Stored data entries
* * *

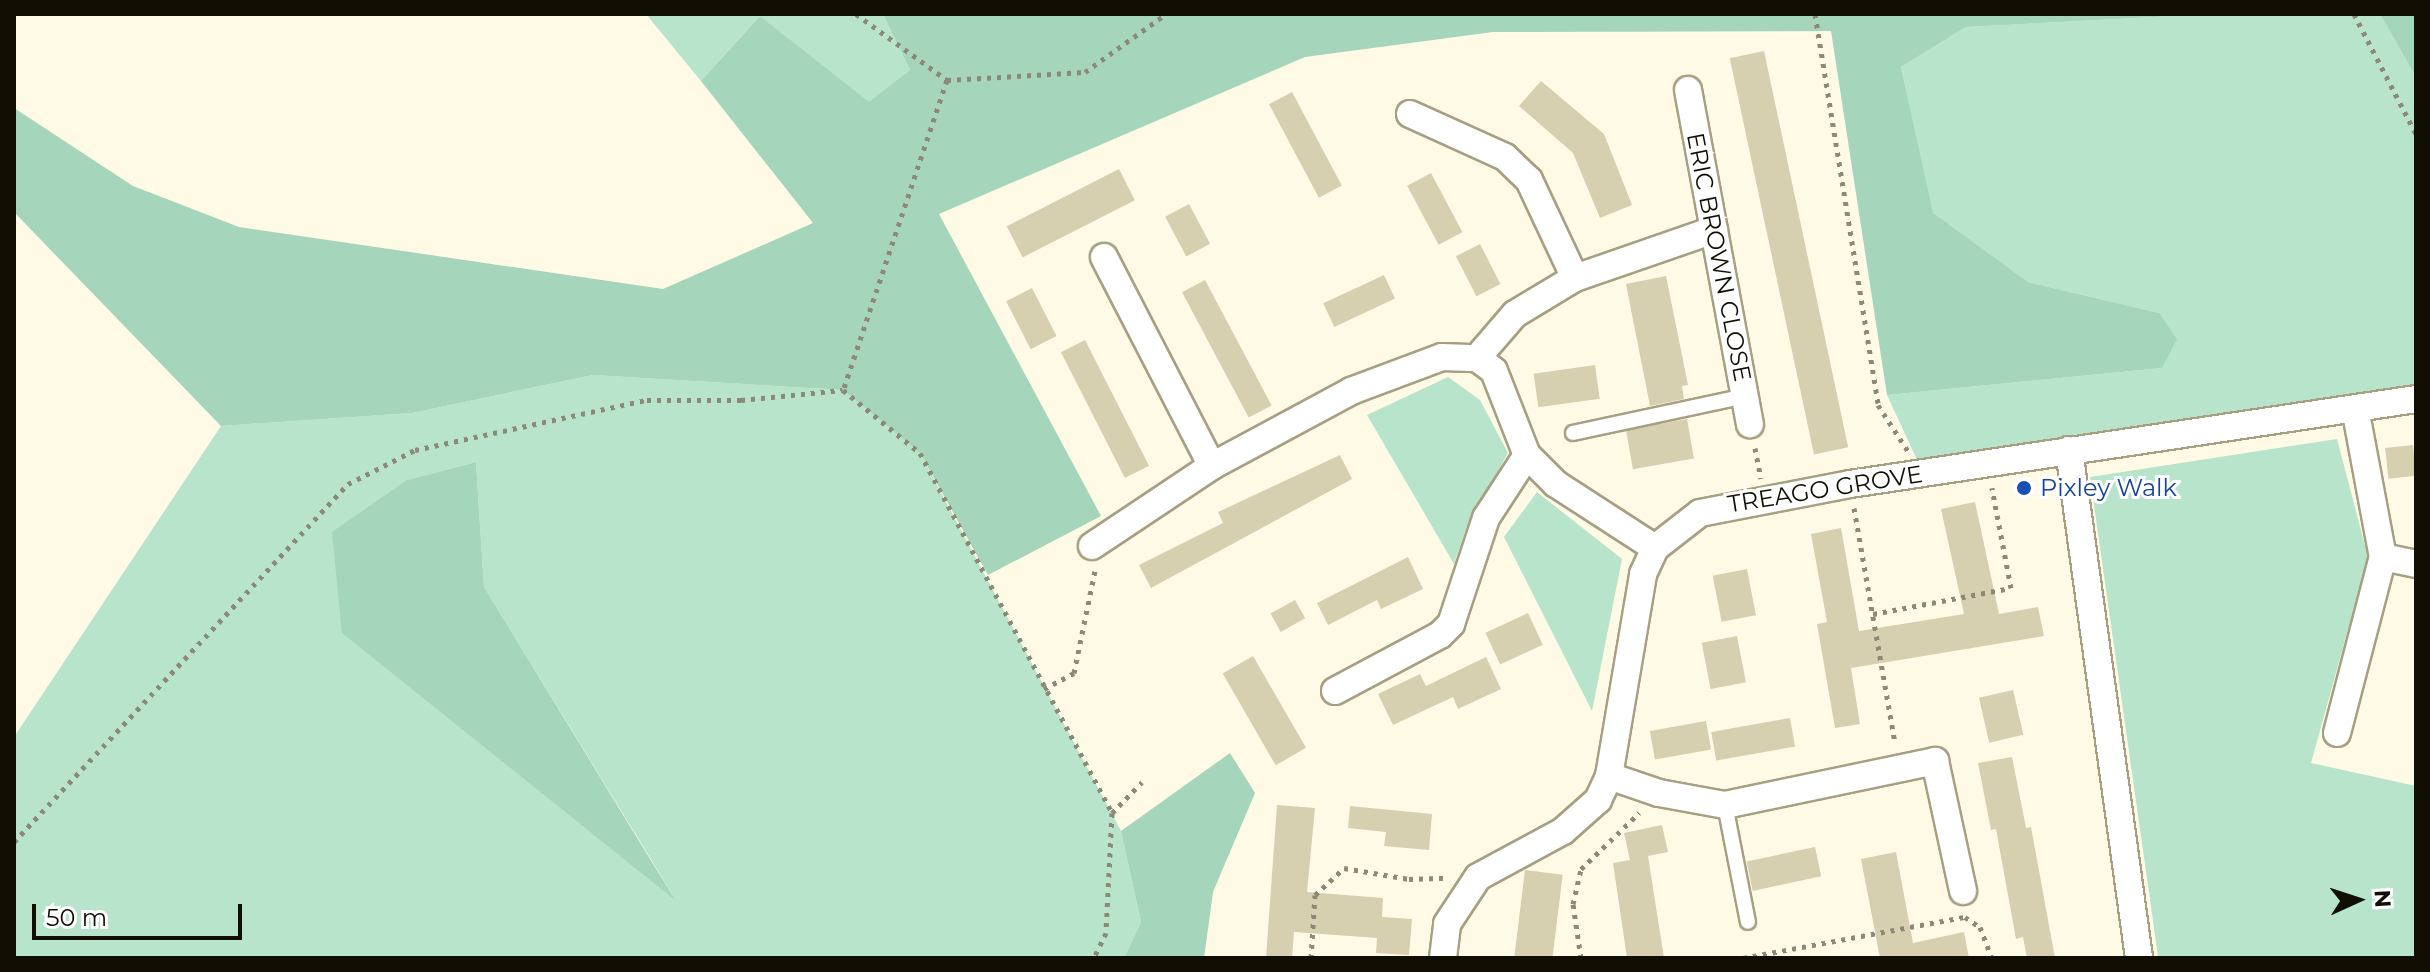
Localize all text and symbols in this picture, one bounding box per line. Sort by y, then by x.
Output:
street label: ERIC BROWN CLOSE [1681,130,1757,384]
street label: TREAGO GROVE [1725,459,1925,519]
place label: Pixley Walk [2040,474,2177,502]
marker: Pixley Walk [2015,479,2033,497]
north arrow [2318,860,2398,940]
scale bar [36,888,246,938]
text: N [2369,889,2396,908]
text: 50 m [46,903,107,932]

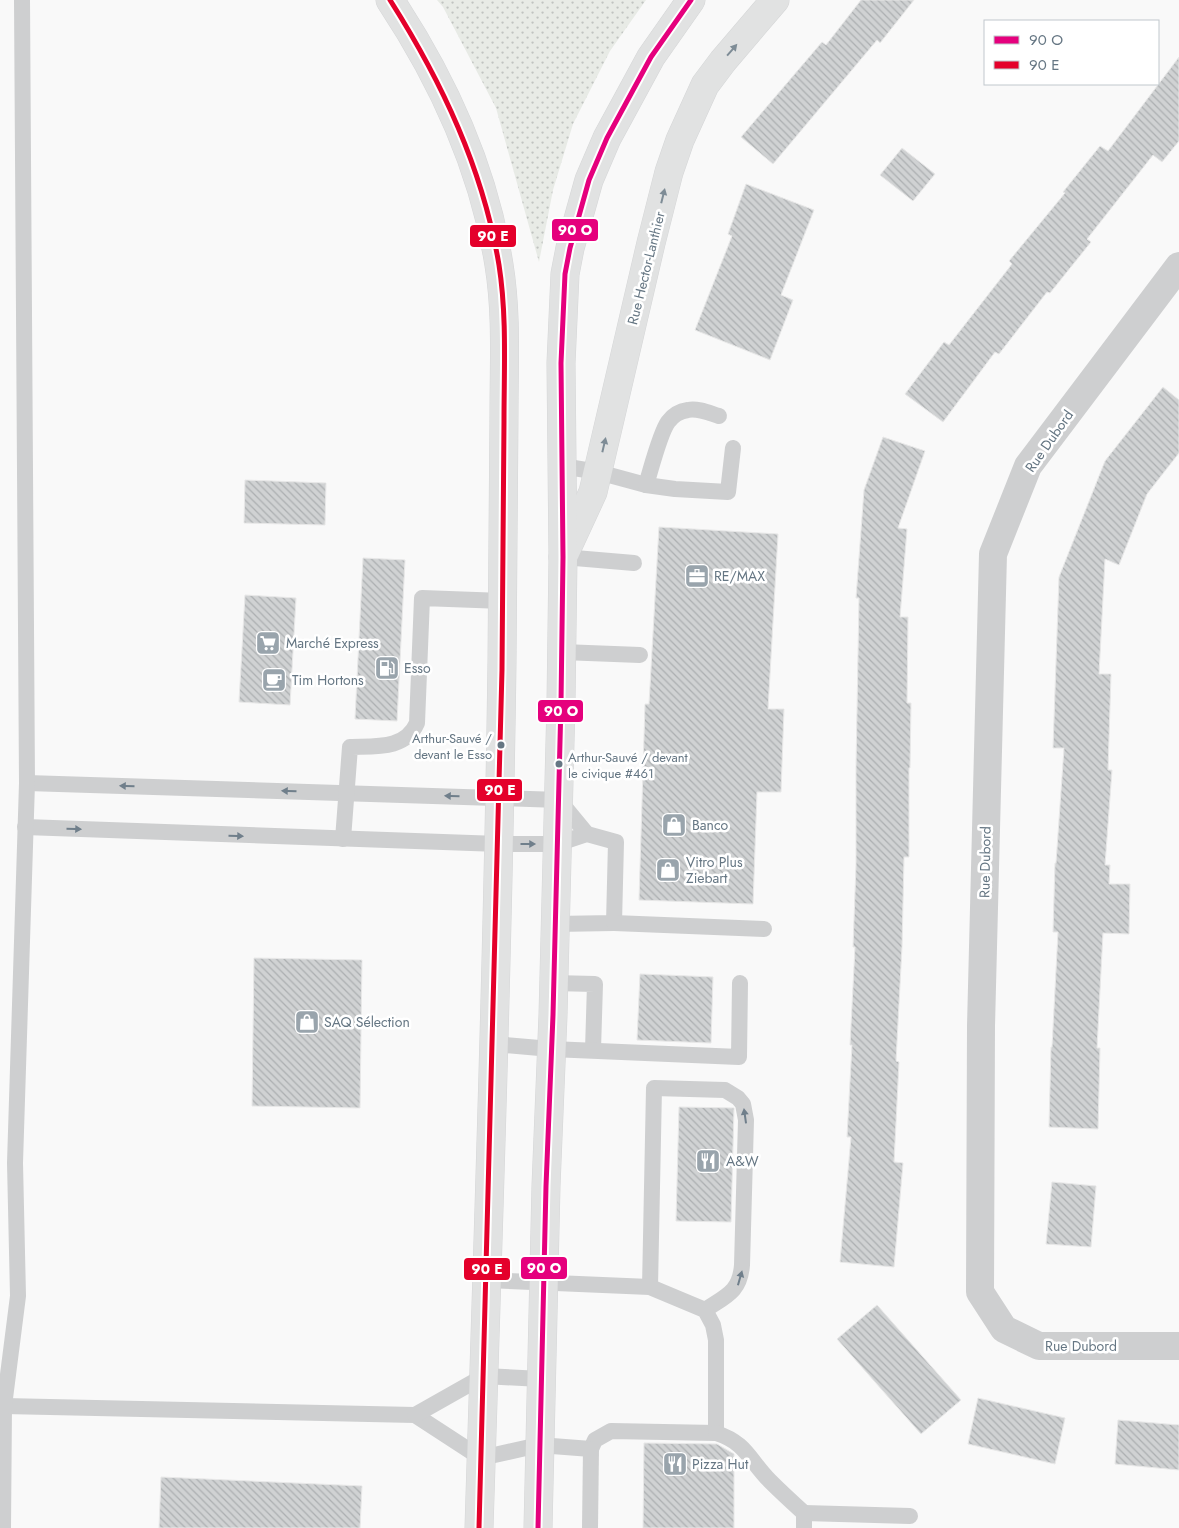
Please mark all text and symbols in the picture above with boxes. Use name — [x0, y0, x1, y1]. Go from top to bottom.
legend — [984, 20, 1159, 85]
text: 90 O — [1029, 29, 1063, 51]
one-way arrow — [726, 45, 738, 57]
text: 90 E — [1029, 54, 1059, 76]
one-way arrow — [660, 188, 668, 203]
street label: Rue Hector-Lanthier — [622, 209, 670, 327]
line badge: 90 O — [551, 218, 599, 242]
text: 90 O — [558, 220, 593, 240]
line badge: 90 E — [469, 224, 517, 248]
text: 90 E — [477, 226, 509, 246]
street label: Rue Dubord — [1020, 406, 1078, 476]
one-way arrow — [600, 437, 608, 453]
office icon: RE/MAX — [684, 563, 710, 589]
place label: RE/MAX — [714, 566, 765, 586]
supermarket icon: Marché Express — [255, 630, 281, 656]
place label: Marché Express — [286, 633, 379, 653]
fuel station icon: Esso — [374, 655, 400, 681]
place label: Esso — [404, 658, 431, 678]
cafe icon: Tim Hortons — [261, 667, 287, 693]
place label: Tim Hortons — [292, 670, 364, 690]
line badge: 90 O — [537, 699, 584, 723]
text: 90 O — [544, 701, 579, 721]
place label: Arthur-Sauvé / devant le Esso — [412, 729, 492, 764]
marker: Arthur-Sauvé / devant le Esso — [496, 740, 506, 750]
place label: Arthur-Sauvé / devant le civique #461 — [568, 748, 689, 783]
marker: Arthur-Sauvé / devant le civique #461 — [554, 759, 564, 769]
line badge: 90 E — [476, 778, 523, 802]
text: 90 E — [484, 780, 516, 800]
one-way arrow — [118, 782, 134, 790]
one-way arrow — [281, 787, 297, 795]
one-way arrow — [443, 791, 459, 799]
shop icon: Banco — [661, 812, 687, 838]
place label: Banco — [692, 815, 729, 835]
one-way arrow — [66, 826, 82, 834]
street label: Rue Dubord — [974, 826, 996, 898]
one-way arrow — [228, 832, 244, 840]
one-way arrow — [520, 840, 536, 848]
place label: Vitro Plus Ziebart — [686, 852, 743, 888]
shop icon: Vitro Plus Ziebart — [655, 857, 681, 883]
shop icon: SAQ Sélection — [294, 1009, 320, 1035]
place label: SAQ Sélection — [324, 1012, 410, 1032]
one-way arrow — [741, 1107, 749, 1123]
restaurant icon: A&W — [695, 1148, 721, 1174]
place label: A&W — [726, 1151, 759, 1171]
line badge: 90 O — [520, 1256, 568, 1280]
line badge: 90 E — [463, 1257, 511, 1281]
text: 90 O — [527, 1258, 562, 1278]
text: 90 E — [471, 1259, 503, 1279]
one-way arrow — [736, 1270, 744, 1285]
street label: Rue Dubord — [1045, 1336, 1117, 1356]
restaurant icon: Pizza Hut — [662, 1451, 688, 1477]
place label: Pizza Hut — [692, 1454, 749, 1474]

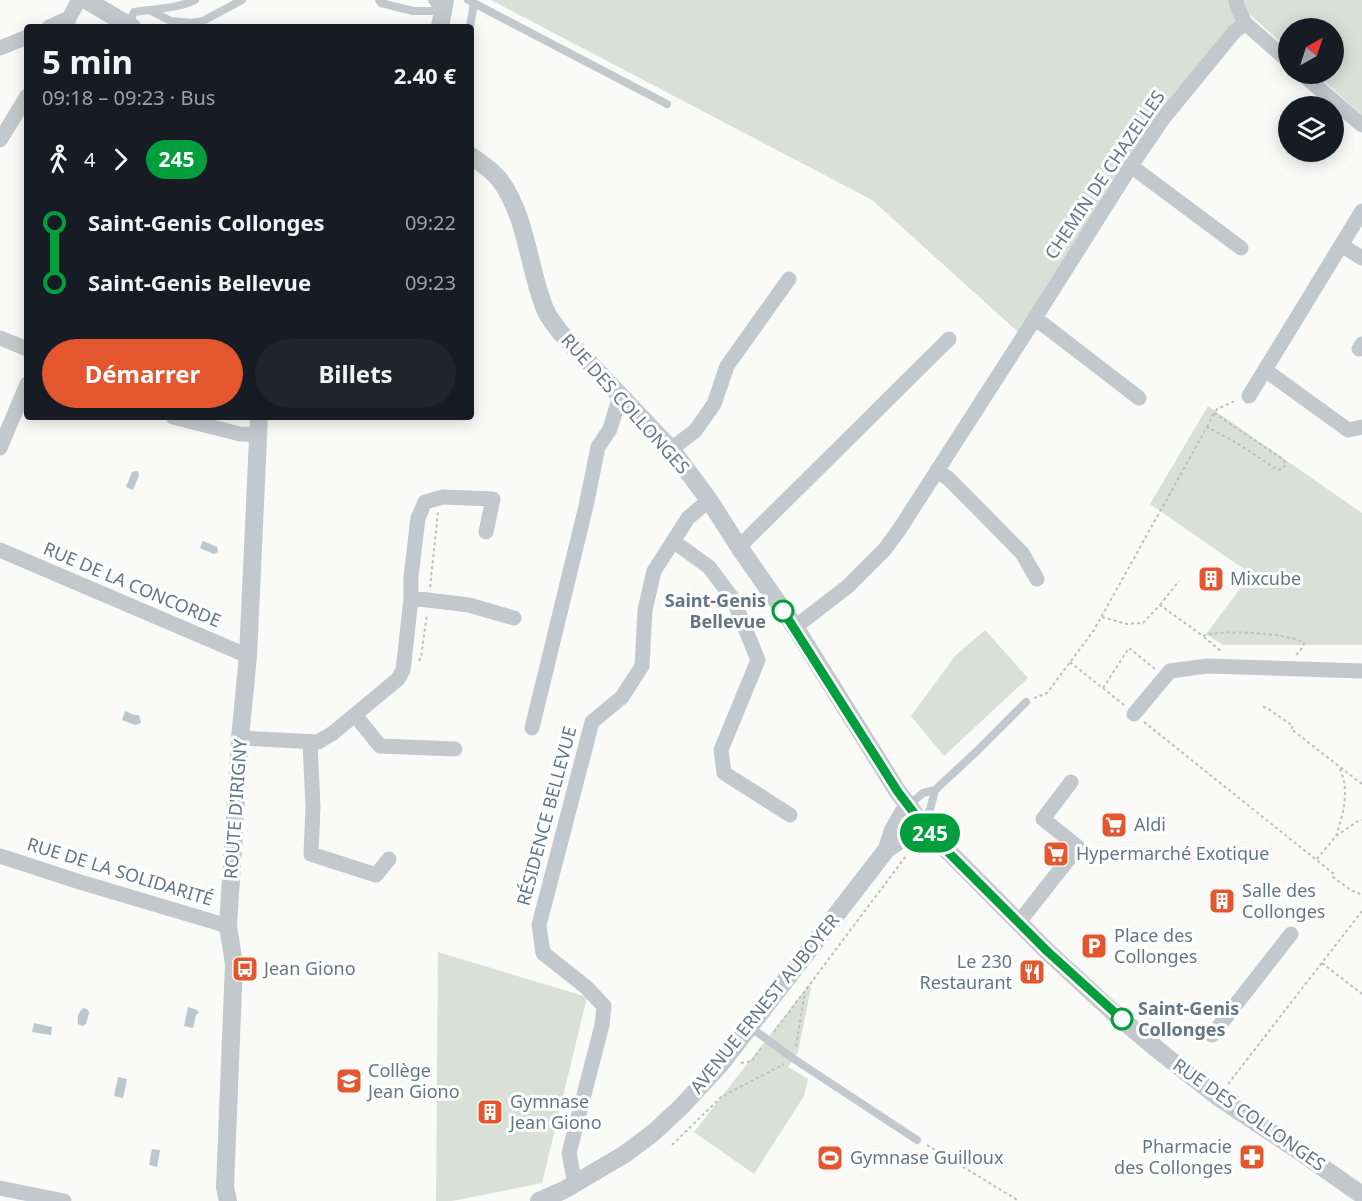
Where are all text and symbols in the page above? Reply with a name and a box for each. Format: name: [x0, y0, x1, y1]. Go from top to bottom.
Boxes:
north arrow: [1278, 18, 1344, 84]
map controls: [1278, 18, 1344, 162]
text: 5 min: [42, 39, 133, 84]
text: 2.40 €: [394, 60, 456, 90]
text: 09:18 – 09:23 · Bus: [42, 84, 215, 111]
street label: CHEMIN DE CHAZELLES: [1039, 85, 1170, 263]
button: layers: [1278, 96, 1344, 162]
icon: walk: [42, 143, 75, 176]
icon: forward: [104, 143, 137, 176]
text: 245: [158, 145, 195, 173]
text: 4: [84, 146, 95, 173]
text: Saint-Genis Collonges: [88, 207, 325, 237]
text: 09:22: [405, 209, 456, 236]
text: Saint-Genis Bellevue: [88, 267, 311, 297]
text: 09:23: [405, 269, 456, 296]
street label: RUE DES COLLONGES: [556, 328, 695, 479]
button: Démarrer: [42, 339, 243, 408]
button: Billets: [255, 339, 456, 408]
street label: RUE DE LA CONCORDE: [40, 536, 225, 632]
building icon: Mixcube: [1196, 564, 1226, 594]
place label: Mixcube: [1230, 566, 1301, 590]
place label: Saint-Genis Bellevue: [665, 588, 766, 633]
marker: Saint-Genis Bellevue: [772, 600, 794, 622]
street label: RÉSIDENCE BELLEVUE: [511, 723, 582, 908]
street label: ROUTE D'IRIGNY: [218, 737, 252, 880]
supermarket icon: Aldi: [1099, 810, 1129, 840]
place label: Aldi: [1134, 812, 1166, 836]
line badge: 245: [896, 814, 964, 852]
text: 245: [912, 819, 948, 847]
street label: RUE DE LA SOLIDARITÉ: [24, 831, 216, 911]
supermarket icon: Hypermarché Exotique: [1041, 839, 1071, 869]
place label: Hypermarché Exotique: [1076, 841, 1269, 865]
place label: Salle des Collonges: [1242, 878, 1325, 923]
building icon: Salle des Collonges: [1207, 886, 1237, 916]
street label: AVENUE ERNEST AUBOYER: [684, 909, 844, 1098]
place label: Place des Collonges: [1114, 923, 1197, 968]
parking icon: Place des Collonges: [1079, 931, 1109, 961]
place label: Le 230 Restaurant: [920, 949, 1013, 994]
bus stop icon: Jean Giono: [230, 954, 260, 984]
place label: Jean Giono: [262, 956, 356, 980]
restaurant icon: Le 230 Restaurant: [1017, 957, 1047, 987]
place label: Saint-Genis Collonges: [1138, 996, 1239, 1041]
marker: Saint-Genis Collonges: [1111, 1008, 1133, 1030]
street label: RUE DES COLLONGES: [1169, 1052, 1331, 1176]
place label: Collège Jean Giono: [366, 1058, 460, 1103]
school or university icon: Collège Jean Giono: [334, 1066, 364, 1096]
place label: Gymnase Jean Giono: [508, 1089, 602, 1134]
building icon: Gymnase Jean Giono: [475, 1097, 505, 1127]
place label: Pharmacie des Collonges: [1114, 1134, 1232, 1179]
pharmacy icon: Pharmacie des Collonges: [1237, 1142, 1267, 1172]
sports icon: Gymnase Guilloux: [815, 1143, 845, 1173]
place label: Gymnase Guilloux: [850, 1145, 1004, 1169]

* * *

### ASSIGNED TASK
For the word "Pharmacie", count how many lines of the entries contain it; give the number and nothing more.

### SOLVED PROBLEM
2